As afirmações acima poderiam ter sido ditas pelo CEO de uma grande empresa. Entretanto, são palavras de Dona Rosa Queiroz, catadora de latinhas, dirigente da Cooperativa Coral de Alagoinhas, para Elisangela Matos, diretora de sustentabilidade da Ardagh Metal Packaging Brasil, líder global no fornecimento de latas de metal para bebidas.
À frente das iniciativas de sustentabilidade da empresa, a executiva conta como a sabedoria de Dona Rosa fez com que ela mudasse diversos pontos de sua visão de negócios. Na entrevista a seguir, ela fala também como o trabalho dos catadores e catadoras é essencial para a cadeia produtiva de reciclagem, sobre o destaque das lideranças femininas e por que a história de Dona Rosa, afinal, tem tanta conexão com sua própria história.
Ecoa: Dona Rosa Queiroz é uma catadora de latinhas que chamou sua atenção como executiva de uma grande empresa. Por quê?
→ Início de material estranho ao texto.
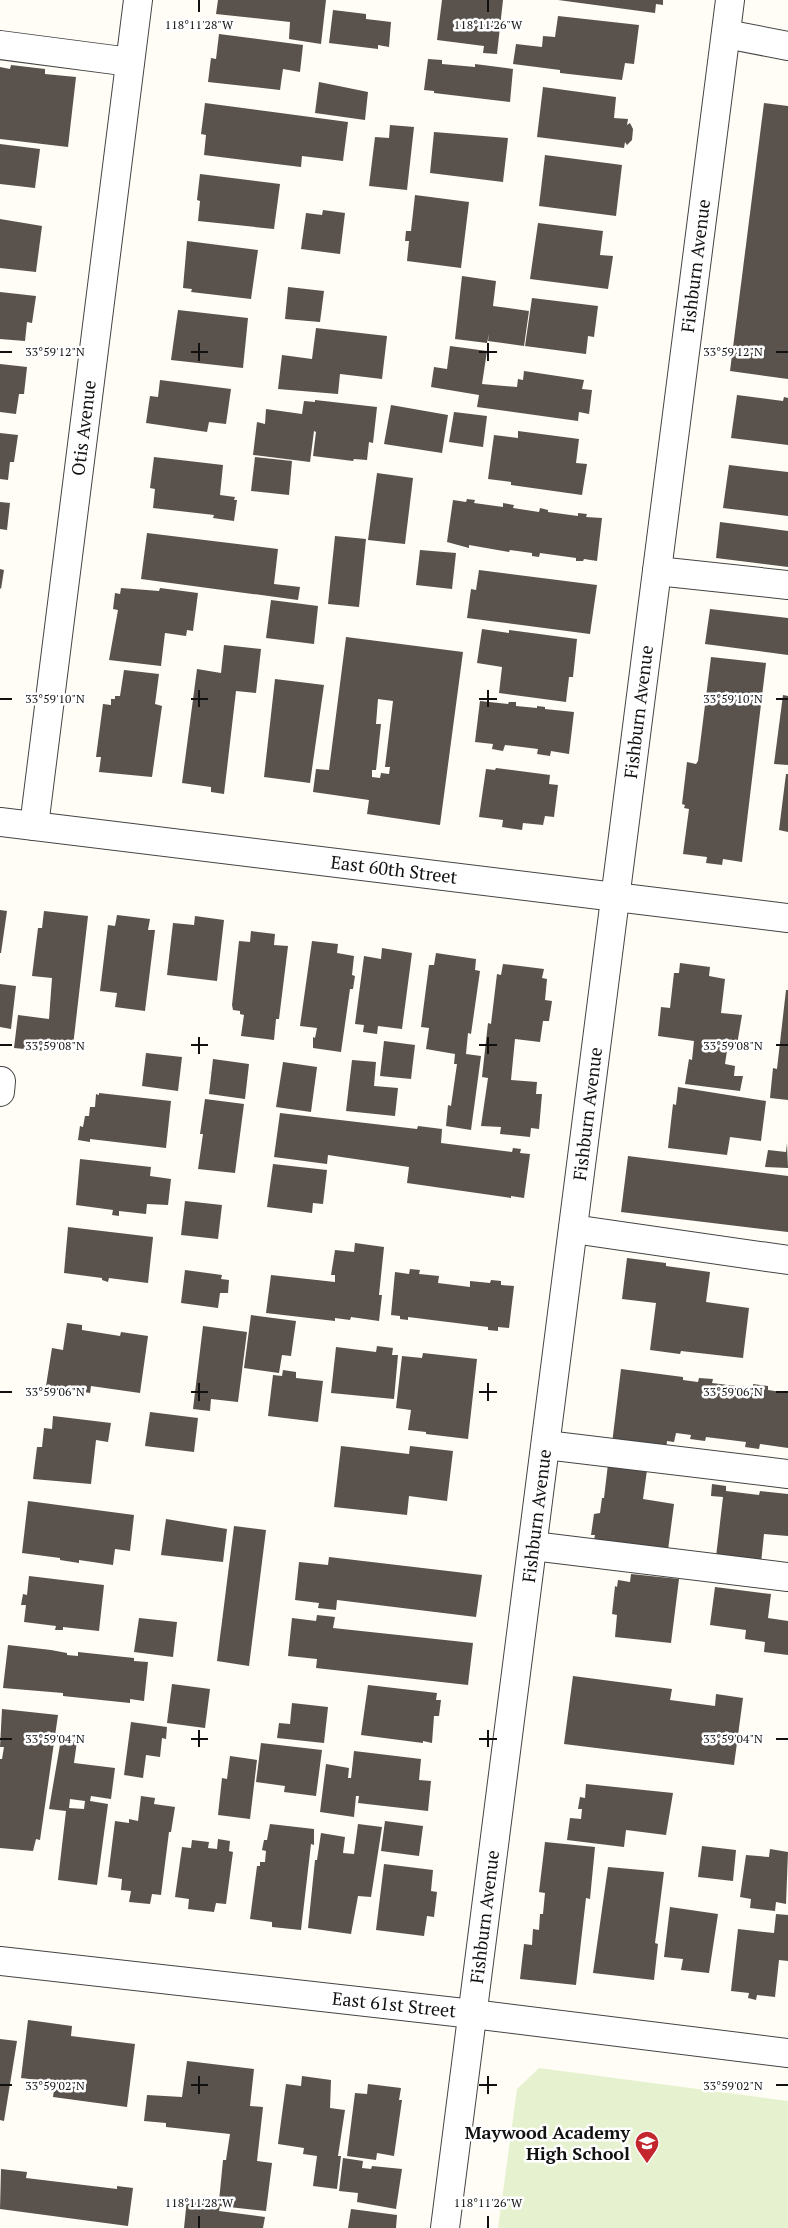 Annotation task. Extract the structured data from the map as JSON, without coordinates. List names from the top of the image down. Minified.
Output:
{"streets":{"street":["Fishburn Avenue","Otis Avenue","East 60th Street","East 61st Street"]},"crossings":[["Fishburn Avenue","East 60th Street"],["Fishburn Avenue","East 61st Street"],["Otis Avenue","East 60th Street"]],"places":{"school or university":["Maywood Academy High School"]},"coordinates":["118°11'28\"W","118°11'26\"W","33°59'12\"N","33°59'10\"N","33°59'08\"N","33°59'06\"N","33°59'04\"N","33°59'02\"N"]} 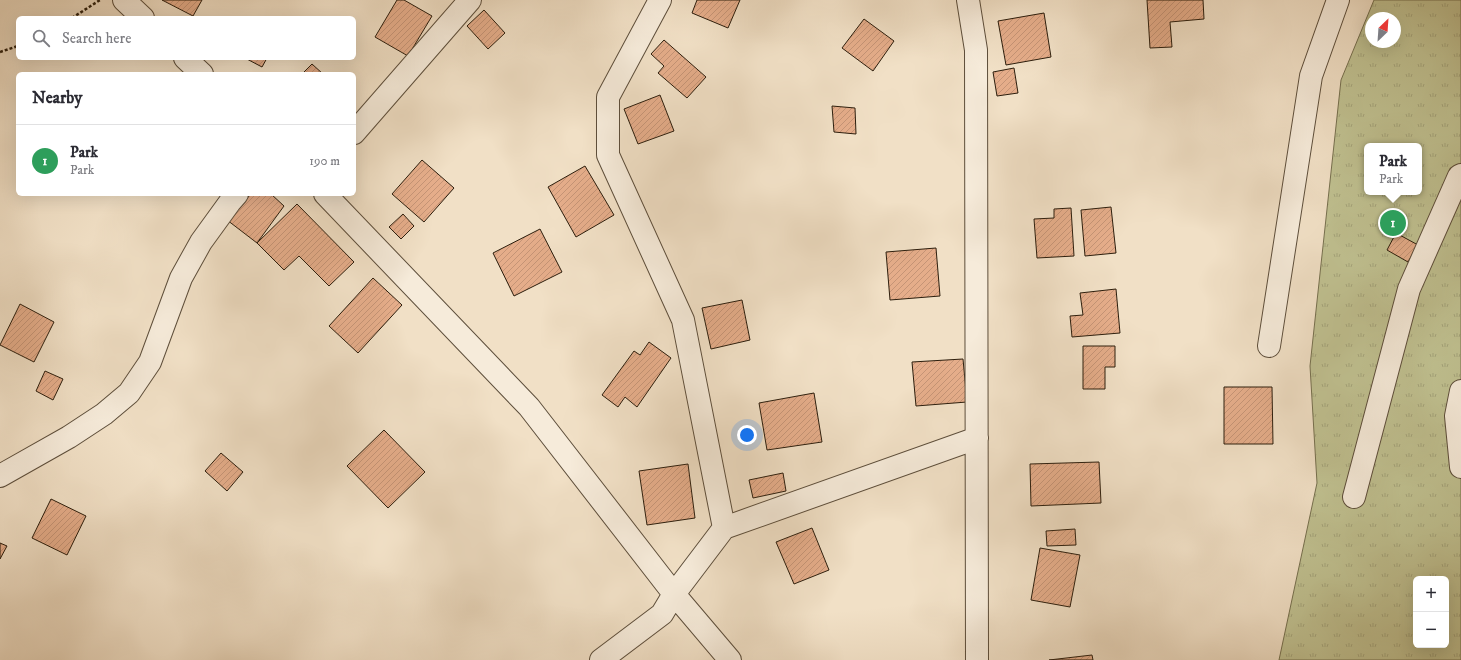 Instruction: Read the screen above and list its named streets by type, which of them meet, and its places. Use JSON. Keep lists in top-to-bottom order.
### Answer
{
  "north": "top right",
  "page": {
    "search": "Search here",
    "heading": "Nearby",
    "list": [
      {
        "mark": "1",
        "name": "Park",
        "note": "Park",
        "value": "190 m"
      }
    ],
    "popup": ["Park", "Park"],
    "pins": "1",
    "map_buttons": ["+", "−"]
  }
}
Elisangela Matos: A Ardagh apoia duas cooperativas de catadores onde tem fábricas: em Alagoinhas, na Bahia, e em Manaus, no Amazonas, onde existe a maior produção de tampinhas de alumínio do país. Estas duas cooperativas são lideradas por mulheres de origem negra e indígena. Elas superaram infinitas barreiras, como o trabalho braçal pesado, o preconceito, o assédio para estarem hoje na liderança de tantas pessoas. São elas que mantêm tantos cooperados unidos.
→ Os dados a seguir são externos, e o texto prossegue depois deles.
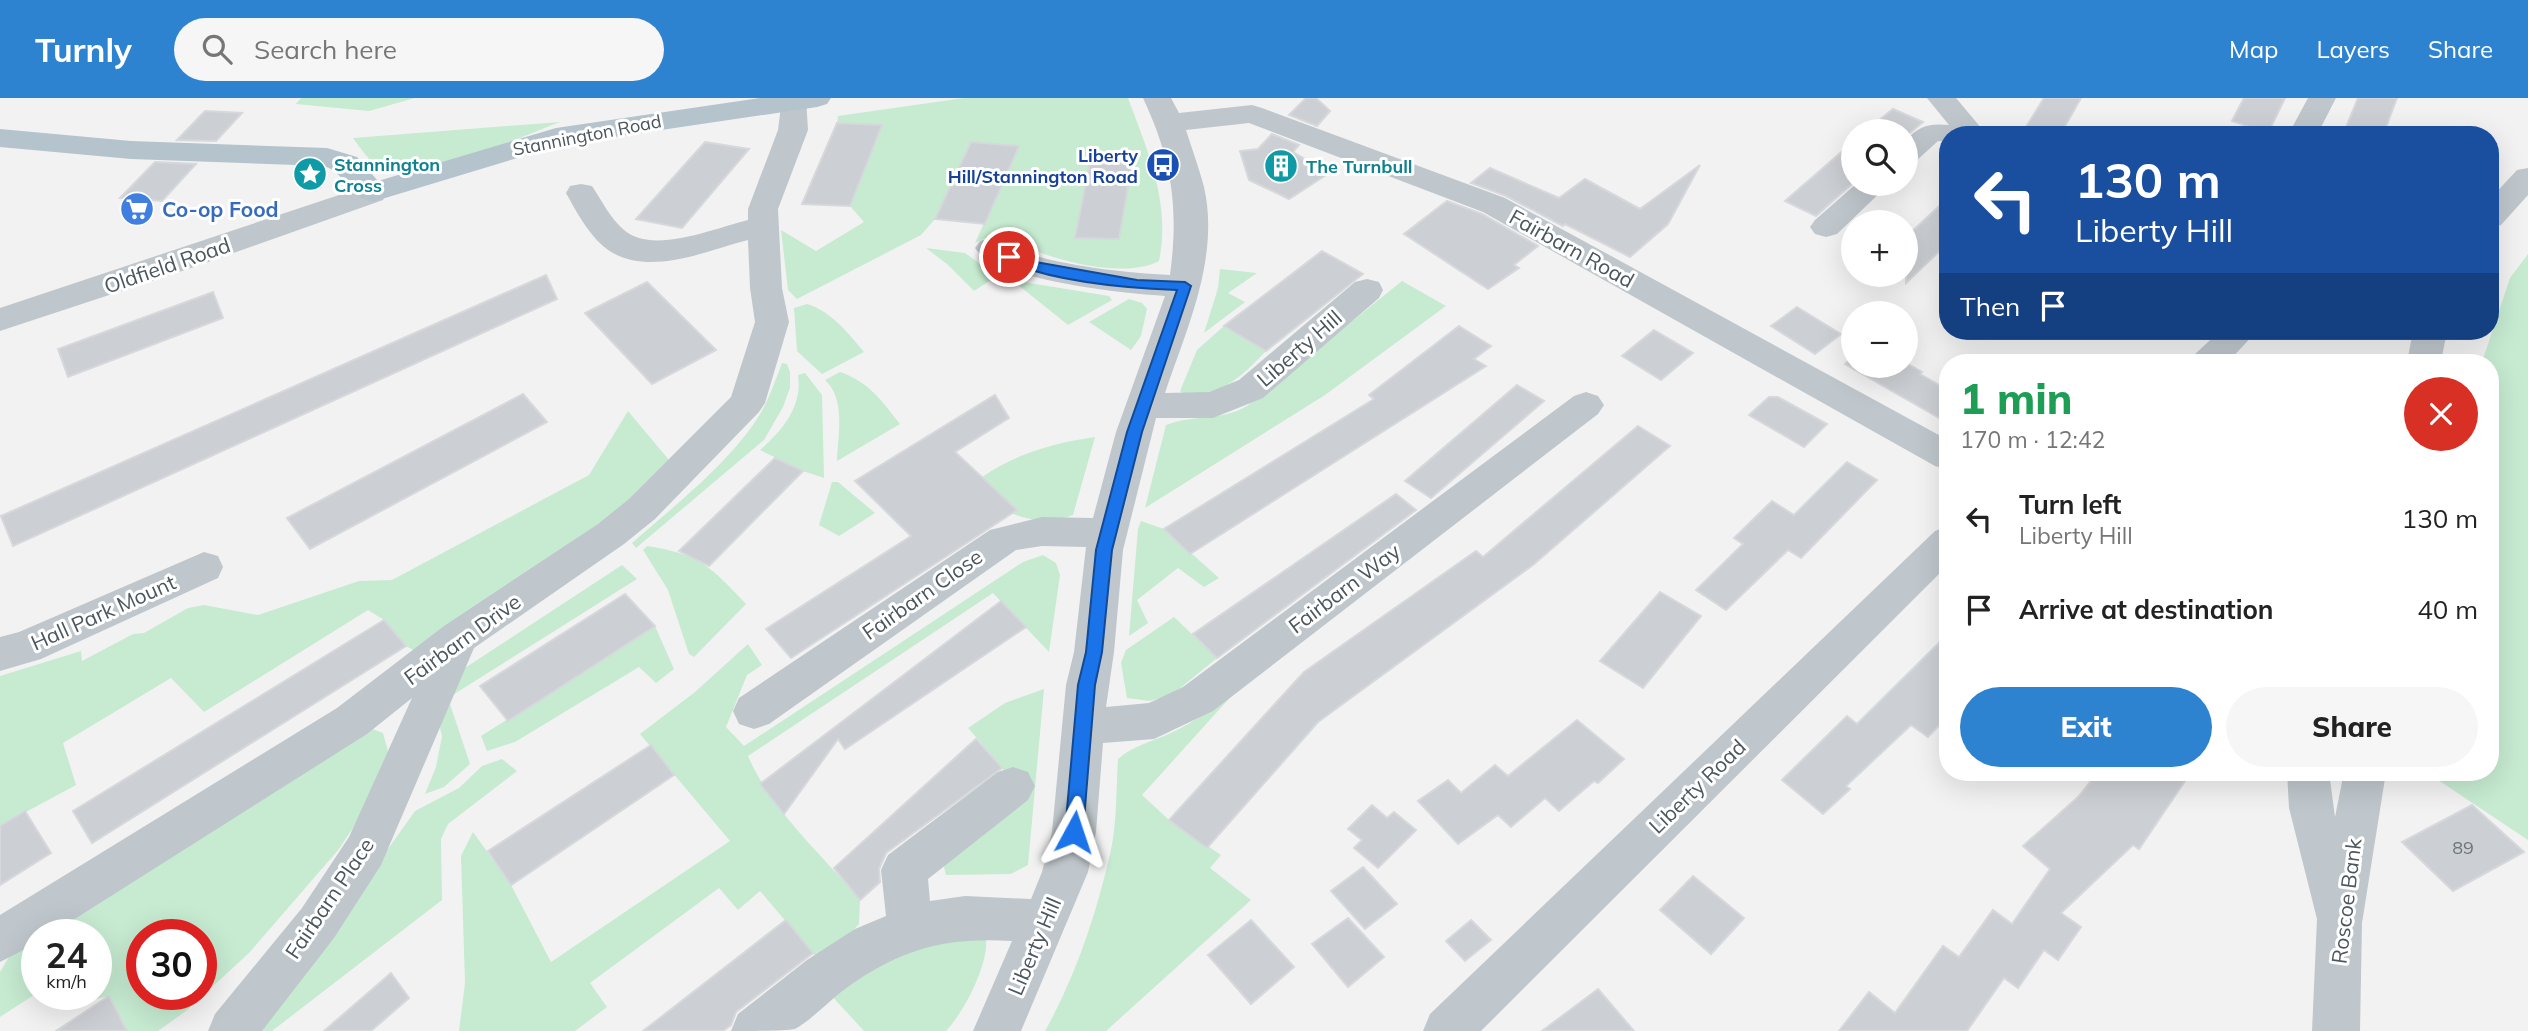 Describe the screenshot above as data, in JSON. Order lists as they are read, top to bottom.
{
  "streets": {
    "main road": ["Stannington Road"],
    "street": [
      "Fairbarn Road",
      "Oldfield Road",
      "Liberty Hill",
      "Fairbarn Way",
      "Fairbarn Close",
      "Hall Park Mount",
      "Fairbarn Drive",
      "Liberty Road",
      "Fairbarn Place",
      "Roscoe Bank"
    ]
  },
  "crossings": [
    ["Stannington Road", "Oldfield Road"],
    ["Stannington Road", "Fairbarn Drive"],
    ["Fairbarn Road", "Liberty Hill"],
    ["Liberty Hill", "Fairbarn Way"],
    ["Liberty Hill", "Fairbarn Close"],
    ["Fairbarn Drive", "Fairbarn Place"]
  ],
  "places": {
    "bus stop": ["Liberty Hill/Stannington Road"],
    "building": ["The Turnbull"],
    "place": ["Stannington Cross"],
    "supermarket": ["Co-op Food"]
  },
  "house_numbers": ["89"],
  "page": {
    "header": "Turnly",
    "search": "Search here",
    "nav": ["Map", "Layers", "Share"],
    "map_buttons": ["+", "−"],
    "turn": ["130 m", "Liberty Hill"],
    "then": "Then",
    "heading": ["1 min", "170 m · 12:42"],
    "list": [
      {
        "name": "Turn left",
        "note": "Liberty Hill",
        "value": "130 m"
      },
      {
        "name": "Arrive at destination",
        "value": "40 m"
      }
    ],
    "buttons": ["Exit", "Share"],
    "speed": "24 km/h",
    "limit": "30"
  }
}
Ecoa: O que você aprendeu com ela?
Elisangela Matos: Ela costuma dizer: “Calce primeiro os meus sapatos para me julgar”. Isso significa que em uma gestão é preciso ter escuta ativa, empatia. Dona Rosa também sempre repete que liderar não significa ordenar. O essencial, segundo ela, é a cooperação. Isso, no fim, é o que mais se ensina nas universidades. Observar esta mulher me traz também um pouco da minha própria história.
Ecoa: Por quê?
Elisangela Matos: Dona Rosa me lembra minha mãe e avó, que também nasceram na Bahia, são mulheres negras, e que lutaram para que eu jamais caísse na invisibilidade, incentivando uma formação universitária sólida, por exemplo. Minha mãe também estudou e hoje é pós-doutora. Estas mulheres como minha mãe, avó, e Dona Rosa, são lideranças sustentáveis que transformaram a realidade das pessoas ao seu redor.
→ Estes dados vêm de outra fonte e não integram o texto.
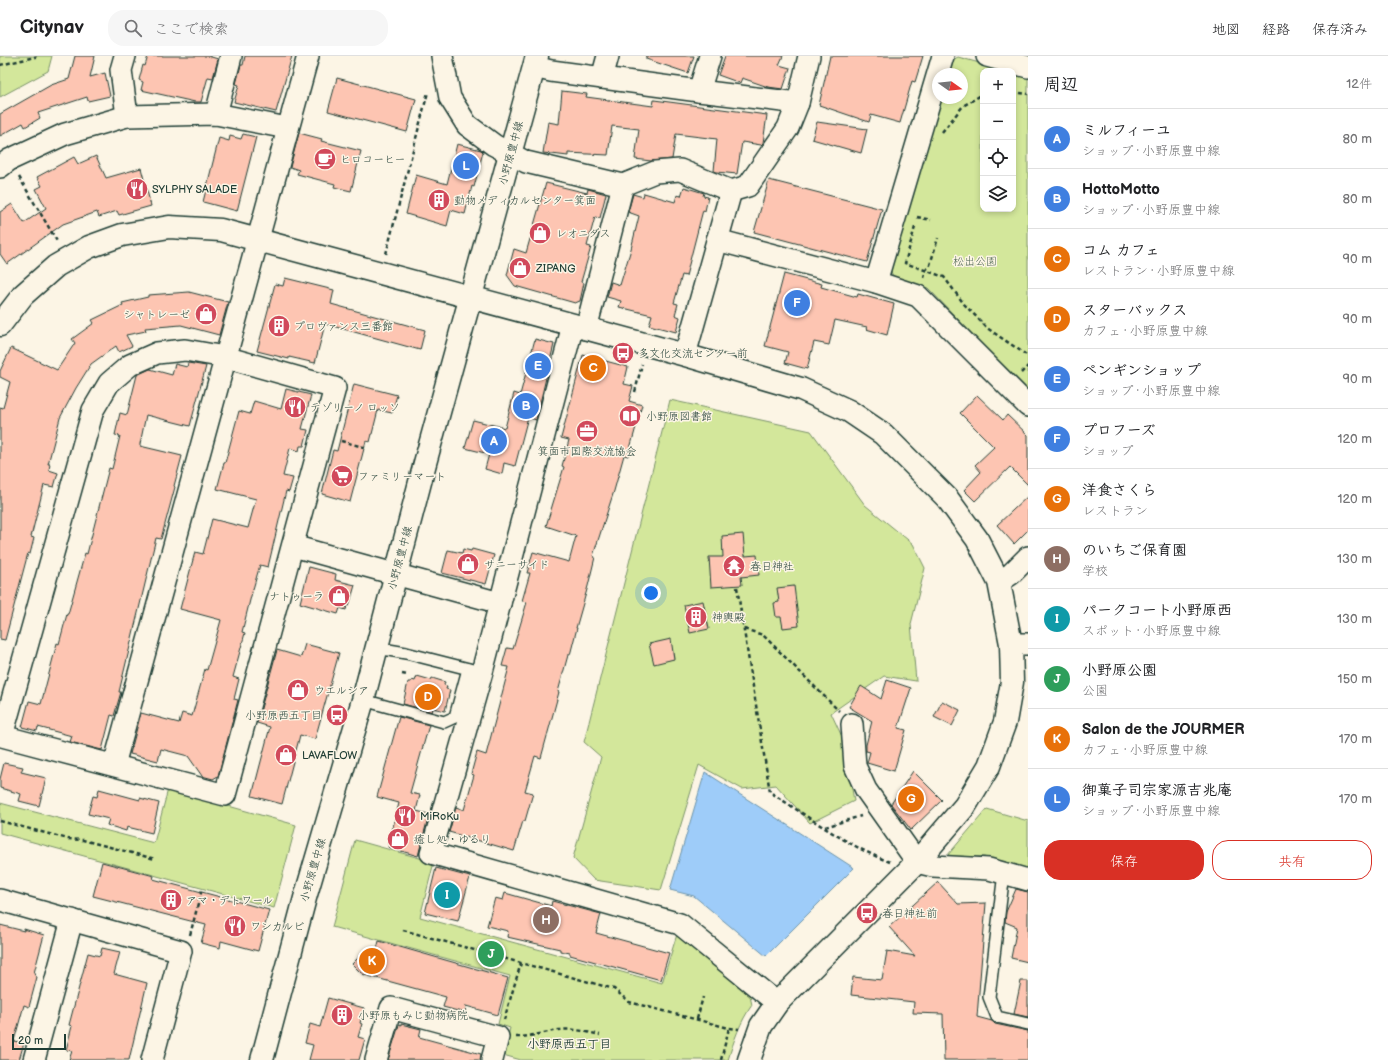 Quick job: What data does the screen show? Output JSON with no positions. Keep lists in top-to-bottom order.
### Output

Ecoa: Esta visão de transformação da realidade tem a ver com o S do ESG.
Elisangela Matos: Com certeza. O S é a letra mais difícil porque estamos falando de pessoas e é preciso estar conectada a elas para que uma iniciativa tenha impacto.
Ecoa: Qual é seu principal desafio no momento?
Elisangela Matos: Quero trazer mais mulheres para o topo. Eu olho para os lados em congressos e não vejo meus pares. Portanto, meu objetivo agora é fazer com que mais Elisangelas estejam no mesmo lugar que estou.